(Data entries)
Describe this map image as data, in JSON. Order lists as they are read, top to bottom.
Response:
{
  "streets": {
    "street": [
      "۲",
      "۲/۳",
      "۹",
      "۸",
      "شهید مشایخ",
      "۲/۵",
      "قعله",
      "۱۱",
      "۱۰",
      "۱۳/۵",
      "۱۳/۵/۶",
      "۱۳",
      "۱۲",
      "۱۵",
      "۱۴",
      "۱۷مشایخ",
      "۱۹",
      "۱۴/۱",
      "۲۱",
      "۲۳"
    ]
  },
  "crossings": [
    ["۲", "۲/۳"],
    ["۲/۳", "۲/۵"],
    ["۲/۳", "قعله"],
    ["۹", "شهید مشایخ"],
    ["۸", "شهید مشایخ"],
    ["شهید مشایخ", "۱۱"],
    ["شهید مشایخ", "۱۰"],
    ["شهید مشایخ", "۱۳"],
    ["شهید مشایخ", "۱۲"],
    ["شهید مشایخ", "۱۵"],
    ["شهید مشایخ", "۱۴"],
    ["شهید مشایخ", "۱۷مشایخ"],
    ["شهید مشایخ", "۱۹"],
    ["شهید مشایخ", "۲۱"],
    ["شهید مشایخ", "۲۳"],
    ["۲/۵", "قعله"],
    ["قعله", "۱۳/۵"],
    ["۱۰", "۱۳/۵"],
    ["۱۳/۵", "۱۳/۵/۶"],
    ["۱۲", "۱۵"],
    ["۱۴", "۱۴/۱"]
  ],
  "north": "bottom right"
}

**YOUR GOAL**
Line by line, output the data precisely as shown above.

**ANSWER SPACE**
Describe this map image as data, in JSON. Order lists as they are read, top to bottom.
Response:
{
  "streets": {
    "street": [
      "۲",
      "۲/۳",
      "۹",
      "۸",
      "شهید مشایخ",
      "۲/۵",
      "قعله",
      "۱۱",
      "۱۰",
      "۱۳/۵",
      "۱۳/۵/۶",
      "۱۳",
      "۱۲",
      "۱۵",
      "۱۴",
      "۱۷مشایخ",
      "۱۹",
      "۱۴/۱",
      "۲۱",
      "۲۳"
    ]
  },
  "crossings": [
    ["۲", "۲/۳"],
    ["۲/۳", "۲/۵"],
    ["۲/۳", "قعله"],
    ["۹", "شهید مشایخ"],
    ["۸", "شهید مشایخ"],
    ["شهید مشایخ", "۱۱"],
    ["شهید مشایخ", "۱۰"],
    ["شهید مشایخ", "۱۳"],
    ["شهید مشایخ", "۱۲"],
    ["شهید مشایخ", "۱۵"],
    ["شهید مشایخ", "۱۴"],
    ["شهید مشایخ", "۱۷مشایخ"],
    ["شهید مشایخ", "۱۹"],
    ["شهید مشایخ", "۲۱"],
    ["شهید مشایخ", "۲۳"],
    ["۲/۵", "قعله"],
    ["قعله", "۱۳/۵"],
    ["۱۰", "۱۳/۵"],
    ["۱۳/۵", "۱۳/۵/۶"],
    ["۱۲", "۱۵"],
    ["۱۴", "۱۴/۱"]
  ],
  "north": "bottom right"
}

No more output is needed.